### YOUR GOAL
Exact transcription, pictures omitted: begin at the top line of the records below and end with the line bearing "position:absolute; left:36px; bottom:30px;".

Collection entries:
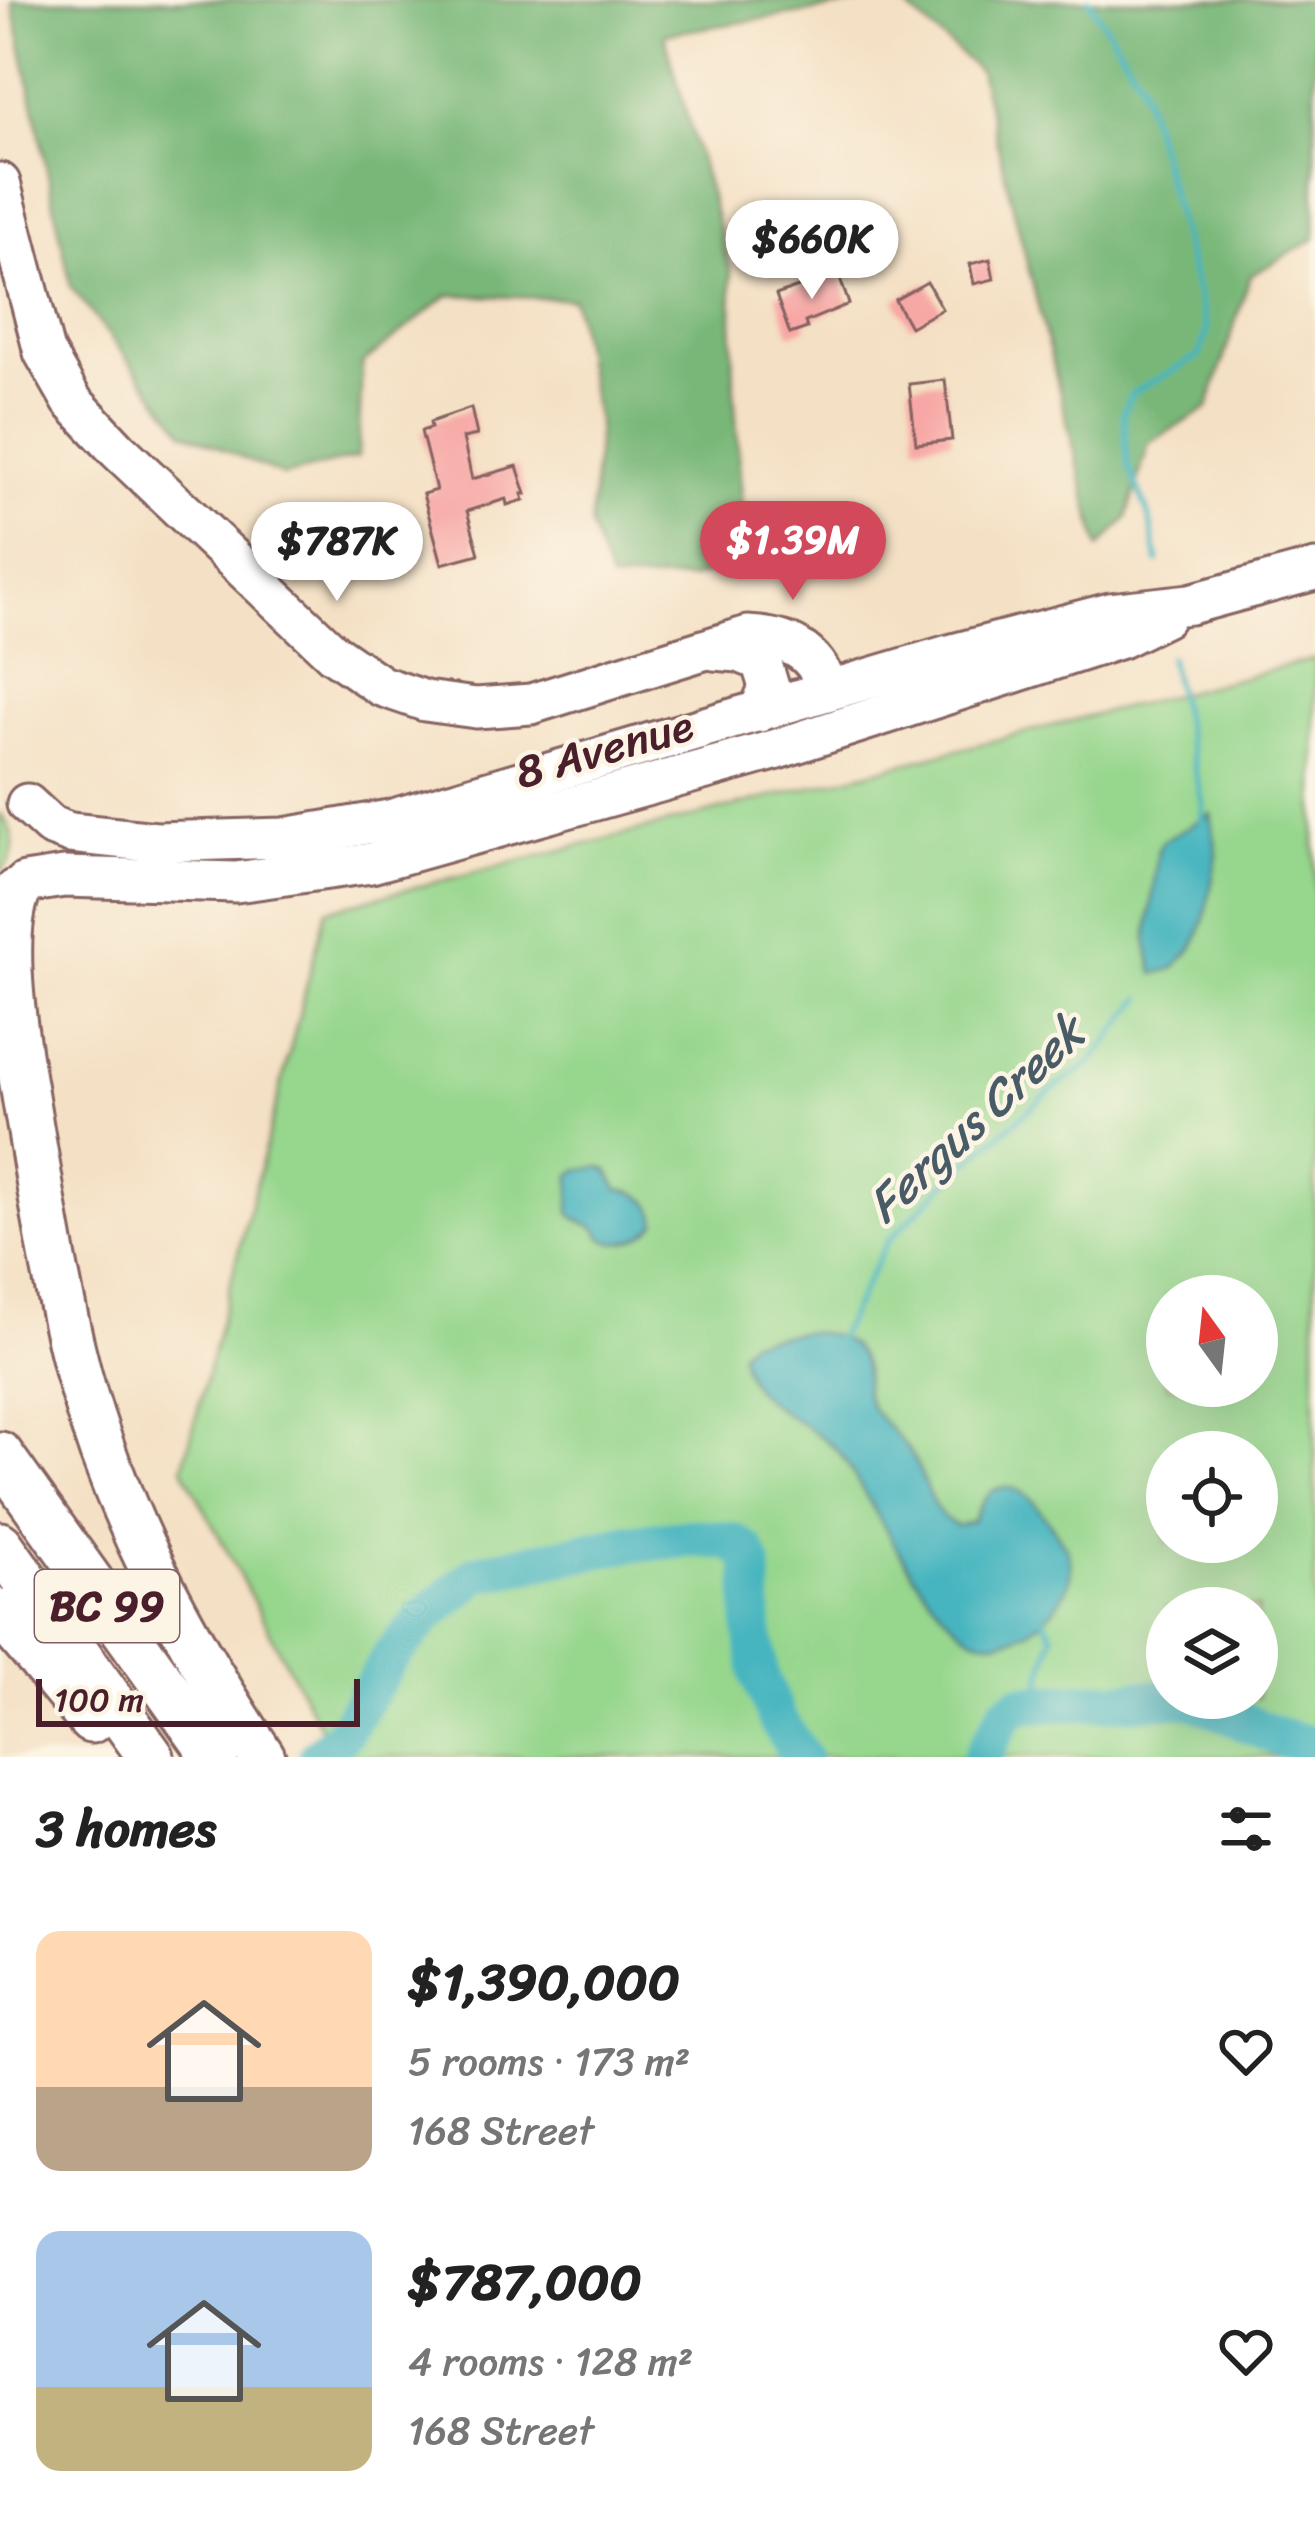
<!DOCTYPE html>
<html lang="en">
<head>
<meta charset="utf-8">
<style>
  body { margin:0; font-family:Sriracha,sans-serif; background:#f2f2f2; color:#222; height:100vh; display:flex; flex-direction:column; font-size:45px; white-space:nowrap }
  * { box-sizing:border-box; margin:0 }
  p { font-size:39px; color:#767676 }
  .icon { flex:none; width:66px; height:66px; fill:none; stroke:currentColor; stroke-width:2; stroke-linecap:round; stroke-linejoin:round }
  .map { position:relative; height:1757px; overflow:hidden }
  .panel { display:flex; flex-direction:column; background:#fff; flex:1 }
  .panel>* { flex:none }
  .needle { width:78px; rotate:345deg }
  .buttons { position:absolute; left:1146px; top:1275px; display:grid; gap:24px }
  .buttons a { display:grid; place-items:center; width:132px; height:132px; border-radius:50%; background:#fff; box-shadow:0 12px 48px #0002; font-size:60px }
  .scale { position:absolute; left:36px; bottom:30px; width:324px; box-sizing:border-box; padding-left:12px; border:6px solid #4a1f2b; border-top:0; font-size:33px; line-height:42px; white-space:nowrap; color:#4a1f2b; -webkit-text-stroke:9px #fcf5e5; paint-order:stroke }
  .price { position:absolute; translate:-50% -102px; padding:0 27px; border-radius:42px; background:#fff; color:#222; font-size:39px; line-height:78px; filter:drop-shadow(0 3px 6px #0008) }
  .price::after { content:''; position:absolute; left:50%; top:72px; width:36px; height:27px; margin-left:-18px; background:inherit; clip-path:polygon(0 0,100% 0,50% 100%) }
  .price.selected { background:#d1495b; color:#fff }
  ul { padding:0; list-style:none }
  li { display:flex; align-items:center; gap:36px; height:300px; padding:0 36px }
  li span { display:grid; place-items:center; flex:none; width:336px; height:240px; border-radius:24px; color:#555 }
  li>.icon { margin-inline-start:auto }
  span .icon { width:144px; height:144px; fill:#fffc; stroke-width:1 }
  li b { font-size:51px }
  h2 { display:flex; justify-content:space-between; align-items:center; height:144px; padding:0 36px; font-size:51px }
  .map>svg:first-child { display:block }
  .green { fill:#96d68d; stroke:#707a5c; stroke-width:3; fill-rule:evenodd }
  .forest { fill:#78b778; stroke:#616b52; stroke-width:3 }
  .water { fill:#46b5bf; stroke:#486a75; stroke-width:3 }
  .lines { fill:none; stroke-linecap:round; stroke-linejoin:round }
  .stream { stroke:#46b5bf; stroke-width:6 }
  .river { stroke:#46b5bf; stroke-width:39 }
  .building { fill:#f7a7a5 }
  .major-casing { stroke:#866361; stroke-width:45 }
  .highway-casing { stroke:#866361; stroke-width:51 }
  .major { stroke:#fff; stroke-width:39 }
  .highway { stroke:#fff; stroke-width:45 }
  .labels { text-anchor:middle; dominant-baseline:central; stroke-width:9; stroke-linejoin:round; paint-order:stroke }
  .shield { fill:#fcf5e5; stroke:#7f5f63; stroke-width:3 }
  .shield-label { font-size:42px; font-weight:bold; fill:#4a1f2b }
  .street-label { font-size:45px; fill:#4a1f2b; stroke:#fcf5e5 }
  .water-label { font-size:48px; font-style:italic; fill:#485b66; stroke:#fcf5e5 }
</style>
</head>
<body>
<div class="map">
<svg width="1315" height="1757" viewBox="0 0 1315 1757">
  <rect width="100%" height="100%" fill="#fcf5e5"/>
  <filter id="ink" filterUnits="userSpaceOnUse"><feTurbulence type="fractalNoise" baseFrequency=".00833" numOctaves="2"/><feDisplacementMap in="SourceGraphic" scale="24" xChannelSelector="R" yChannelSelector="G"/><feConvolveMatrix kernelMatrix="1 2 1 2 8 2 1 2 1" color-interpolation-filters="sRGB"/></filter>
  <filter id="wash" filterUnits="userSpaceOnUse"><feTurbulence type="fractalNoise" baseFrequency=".004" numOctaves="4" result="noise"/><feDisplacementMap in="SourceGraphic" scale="48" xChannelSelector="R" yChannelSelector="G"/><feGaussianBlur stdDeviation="2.7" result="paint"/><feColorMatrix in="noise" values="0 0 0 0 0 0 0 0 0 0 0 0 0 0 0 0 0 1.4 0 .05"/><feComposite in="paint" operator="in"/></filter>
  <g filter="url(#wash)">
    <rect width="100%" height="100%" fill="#f4e0c4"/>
    <g class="green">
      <path d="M1315,659v1098h-979l-153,-289 143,-558zM1167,1296h90v90h-90zM1167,1452h90v90h-90zM1167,1608h90v90h-90z"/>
      <path d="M0,814c17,19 18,41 0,59z"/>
    </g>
    <g class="forest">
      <polygon points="12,0 887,0 664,34 731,271 734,389 745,561 691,579 610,581 590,527 598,427 573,299 448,295 362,364 358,457 283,476 184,431 71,287"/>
      <polygon points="899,0 1315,0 1315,239 1250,276 1208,408 1149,443 1127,518 1099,548 979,71"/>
    </g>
    <g class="water">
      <polygon points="1211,814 1217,855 1205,918 1194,947 1173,969 1154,974 1147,940 1158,850 1163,841"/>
      <path d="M601,1167l7,3 10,19c20,2 37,12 39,34 -14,15 -37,27 -55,14 -3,-3 -3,-7 -6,-9 -10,-6 -17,-5 -26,-15l1,-38 7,-5z"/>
      <path d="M802,1332c27,0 52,5 62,34 3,9 -1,20 2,29 5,20 29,37 41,53 20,26 18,63 50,78l16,-5c8,-17 15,-37 37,-33 15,2 26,17 34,28 9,12 21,26 25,39 14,48 -60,108 -102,78 -50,-36 -89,-121 -122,-172 -30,-45 -96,-46 -105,-109l10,-12z"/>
    </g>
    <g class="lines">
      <g class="stream">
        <polyline points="1089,0 1140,80 1207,330 1199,356 1131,394 1123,413 1128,464 1149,516 1158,562"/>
        <polyline points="1169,658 1203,805 1201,824"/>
        <polyline points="837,1340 887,1242 959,1170 1053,1089 1091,1063 1142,998"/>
        <polyline points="1036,1701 1053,1634 1038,1612"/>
      </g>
      <g class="river">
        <polyline points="317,1757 342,1735 391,1656 428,1614 478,1573 627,1543 697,1538 732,1542 746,1551 752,1564 753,1628 760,1677 777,1719 801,1757"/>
        <path d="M982,1757l24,-44 14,-9 162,-6c47,8 82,44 133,46"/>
      </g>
    </g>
    <g id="blocks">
      <g class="building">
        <polygon points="990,259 994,279 974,284 970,264"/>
        <polygon points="838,273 849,304 805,322 807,328 790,334 776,295"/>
        <polygon points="927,282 942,309 910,327 895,300"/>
        <polygon points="945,380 952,440 916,444 909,384"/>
        <polygon points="471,408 477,435 463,438 472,479 517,466 526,494 522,494 524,500 507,505 506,499 467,511 479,554 442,564 423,494 436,490 421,431 431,428 430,422"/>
      </g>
    </g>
  </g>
  <g filter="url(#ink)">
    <use href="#blocks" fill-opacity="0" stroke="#866361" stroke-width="3"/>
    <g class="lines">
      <defs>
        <g id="major">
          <path d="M0,183l44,169 28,49 46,49 215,203 48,33 44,15 51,7 55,-4 217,-68c40,2 67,14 80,54"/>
          <polyline points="714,650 739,652 761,661 769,687 759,712"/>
          <polyline points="27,804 51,826 70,833 156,842 284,838 390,820 949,655 1110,613 1190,604 1315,570"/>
          <polyline points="25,883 64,877 236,882 371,863 774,750 1121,638 1164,617"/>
        </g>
        <g id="highway">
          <path d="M17,892c-17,46 -4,134 5,186 17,99 31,199 56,295 38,141 105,264 184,384"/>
          <polyline points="0,1455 215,1757"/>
          <polyline points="0,1545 151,1757"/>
          <polyline points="0,1612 91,1720"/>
        </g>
      </defs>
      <use href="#major" class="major-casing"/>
      <use href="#highway" class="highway-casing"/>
      <use href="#major" class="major"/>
      <use href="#highway" class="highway"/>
    </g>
  </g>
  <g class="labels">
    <rect class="shield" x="35" y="1570" width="144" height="72" rx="9"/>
    <g class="shield-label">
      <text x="107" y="1606">BC 99</text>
    </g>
    <g class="street-label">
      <text transform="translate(604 749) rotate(-16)">8 Avenue</text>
    </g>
    <g class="water-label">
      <text transform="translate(975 1119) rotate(-43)">Fergus Creek</text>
    </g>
  </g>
</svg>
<div class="buttons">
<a><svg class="needle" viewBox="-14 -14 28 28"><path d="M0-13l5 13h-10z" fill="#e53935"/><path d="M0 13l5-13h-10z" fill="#767676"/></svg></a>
<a><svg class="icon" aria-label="locate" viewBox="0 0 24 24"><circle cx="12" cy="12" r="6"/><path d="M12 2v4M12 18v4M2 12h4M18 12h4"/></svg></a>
<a><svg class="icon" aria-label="layers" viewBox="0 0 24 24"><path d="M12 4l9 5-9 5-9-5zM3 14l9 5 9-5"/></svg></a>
</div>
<div class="scale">100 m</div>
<b class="price" style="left:812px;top:302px">$660K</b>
<b class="price selected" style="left:793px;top:603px">$1.39M</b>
<b class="price" style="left:337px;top:604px">$787K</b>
</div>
<section class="panel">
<h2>3 homes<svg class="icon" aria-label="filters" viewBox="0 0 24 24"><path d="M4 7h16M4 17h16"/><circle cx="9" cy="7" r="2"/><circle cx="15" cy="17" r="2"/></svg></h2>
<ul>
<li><span style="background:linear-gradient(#ffd9b3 65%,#b9a48a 0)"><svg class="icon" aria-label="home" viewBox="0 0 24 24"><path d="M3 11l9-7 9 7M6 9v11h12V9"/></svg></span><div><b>$1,390,000</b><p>5 rooms · 173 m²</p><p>168 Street</p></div><svg class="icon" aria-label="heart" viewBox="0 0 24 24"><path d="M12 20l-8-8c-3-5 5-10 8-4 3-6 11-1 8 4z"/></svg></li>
<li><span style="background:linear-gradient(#a9c7e8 65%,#c2b280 0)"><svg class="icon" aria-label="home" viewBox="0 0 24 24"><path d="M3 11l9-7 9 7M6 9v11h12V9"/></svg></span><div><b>$787,000</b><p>4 rooms · 128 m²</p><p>168 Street</p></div><svg class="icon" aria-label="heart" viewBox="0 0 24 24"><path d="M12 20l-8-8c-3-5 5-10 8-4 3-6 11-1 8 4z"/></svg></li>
</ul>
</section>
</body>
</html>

### EXPECTED OUTPUT
<!DOCTYPE html>
<html lang="en">
<head>
<meta charset="utf-8">
<style>
  body { margin:0; font-family:Sriracha,sans-serif; background:#f2f2f2; color:#222; height:100vh; display:flex; flex-direction:column; font-size:45px; white-space:nowrap }
  * { box-sizing:border-box; margin:0 }
  p { font-size:39px; color:#767676 }
  .icon { flex:none; width:66px; height:66px; fill:none; stroke:currentColor; stroke-width:2; stroke-linecap:round; stroke-linejoin:round }
  .map { position:relative; height:1757px; overflow:hidden }
  .panel { display:flex; flex-direction:column; background:#fff; flex:1 }
  .panel>* { flex:none }
  .needle { width:78px; rotate:345deg }
  .buttons { position:absolute; left:1146px; top:1275px; display:grid; gap:24px }
  .buttons a { display:grid; place-items:center; width:132px; height:132px; border-radius:50%; background:#fff; box-shadow:0 12px 48px #0002; font-size:60px }
  .scale { position:absolute; left:36px; bottom:30px; width:324px; box-sizing:border-box; padding-left:12px; border:6px solid #4a1f2b; border-top:0; font-size:33px; line-height:42px; white-space:nowrap; color:#4a1f2b; -webkit-text-stroke:9px #fcf5e5; paint-order:stroke }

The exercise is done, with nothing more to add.